After a partial clone, repeated fetches from promisor remote would
have accumulated many packfiles marked with .promisor bit without
getting them coalesced into fewer packfiles, hurting performance.
"git repack" now learned to repack them.
* jt/repack-promisor-packs:
repack: repack promisor objects if -a or -A is set
repack: refactor setup of pack-objects cmd
A test prerequisite defined by various test scripts with slightly
different semantics has been consolidated into a single copy and
made into a lazily defined one.
* wc/make-funnynames-shared-lazy-prereq:
t: factor out FUNNYNAMES as shared lazy prereq
"git tbdiff" that lets us compare individual patches in two
iterations of a topic has been rewritten and made into a built-in
command.
* js/range-diff: (21 commits)
range-diff: use dim/bold cues to improve dual color mode
range-diff: make --dual-color the default mode
range-diff: left-pad patch numbers
completion: support `git range-diff`
range-diff: populate the man page
range-diff --dual-color: skip white-space warnings
range-diff: offer to dual-color the diffs
diff: add an internal option to dual-color diffs of diffs
color: add the meta color GIT_COLOR_REVERSE
range-diff: use color for the commit pairs
range-diff: add tests
range-diff: do not show "function names" in hunk headers
range-diff: adjust the output of the commit pairs
range-diff: suppress the diff headers
range-diff: indent the diffs just like tbdiff
range-diff: right-trim commit messages
range-diff: also show the diff between patches
range-diff: improve the order of the shown commits
range-diff: first rudimentary implementation
Introduce `range-diff` to compare iterations of a topic branch
...
Improve built-in facility to catch broken &&-chain in the tests.
* es/chain-lint-more:
chainlint: add test of pathological case which triggered false positive
chainlint: recognize multi-line quoted strings more robustly
chainlint: let here-doc and multi-line string commence on same line
chainlint: recognize multi-line $(...) when command cuddled with "$("

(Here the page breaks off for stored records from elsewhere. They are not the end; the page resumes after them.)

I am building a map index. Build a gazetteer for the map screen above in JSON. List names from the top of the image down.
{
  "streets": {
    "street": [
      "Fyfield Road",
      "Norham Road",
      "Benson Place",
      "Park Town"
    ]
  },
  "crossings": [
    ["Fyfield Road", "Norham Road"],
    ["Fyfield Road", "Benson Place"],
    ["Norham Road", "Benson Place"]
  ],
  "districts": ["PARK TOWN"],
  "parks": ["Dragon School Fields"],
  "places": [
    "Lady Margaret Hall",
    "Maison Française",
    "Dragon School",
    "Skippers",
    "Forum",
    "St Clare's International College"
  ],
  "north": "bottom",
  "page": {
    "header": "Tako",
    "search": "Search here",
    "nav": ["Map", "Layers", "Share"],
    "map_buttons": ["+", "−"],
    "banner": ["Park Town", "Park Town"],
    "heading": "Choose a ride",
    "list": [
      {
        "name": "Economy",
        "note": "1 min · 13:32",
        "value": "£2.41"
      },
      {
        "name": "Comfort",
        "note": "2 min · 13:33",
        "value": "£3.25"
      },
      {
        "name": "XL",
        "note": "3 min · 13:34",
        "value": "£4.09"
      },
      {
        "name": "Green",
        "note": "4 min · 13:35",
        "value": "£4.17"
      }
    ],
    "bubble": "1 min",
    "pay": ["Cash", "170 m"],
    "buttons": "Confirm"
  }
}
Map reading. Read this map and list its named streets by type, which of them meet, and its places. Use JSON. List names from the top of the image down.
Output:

chainlint: match 'quoted' here-doc tags
chainlint: match arbitrary here-docs tags rather than hard-coded names
The API to iterate over all objects learned to optionally list
objects in the order they appear in packfiles, which helps locality
of access if the caller accesses these objects while as objects are
enumerated.
* jk/for-each-object-iteration:
for_each_*_object: move declarations to object-store.h
cat-file: use a single strbuf for all output
cat-file: split batch "buf" into two variables
cat-file: use oidset check-and-insert
cat-file: support "unordered" output for --batch-all-objects
cat-file: rename batch_{loose,packed}_object callbacks
t1006: test cat-file --batch-all-objects with duplicates
for_each_packed_object: support iterating in pack-order
for_each_*_object: give more comprehensive docstrings
for_each_*_object: take flag arguments as enum
for_each_*_object: store flag definitions in a single location
Test fixes.
* en/t7406-fixes:
t7406: avoid using test_must_fail for commands other than git
t7406: prefer test_* helper functions to test -[feds]
t7406: avoid having git commands upstream of a pipe
t7406: simplify by using diff --name-only instead of diff --raw
t7406: fix call that was failing for the wrong reason
The "--exec" option to "git rebase --rebase-merges" placed the exec
commands at wrong places, which has been corrected.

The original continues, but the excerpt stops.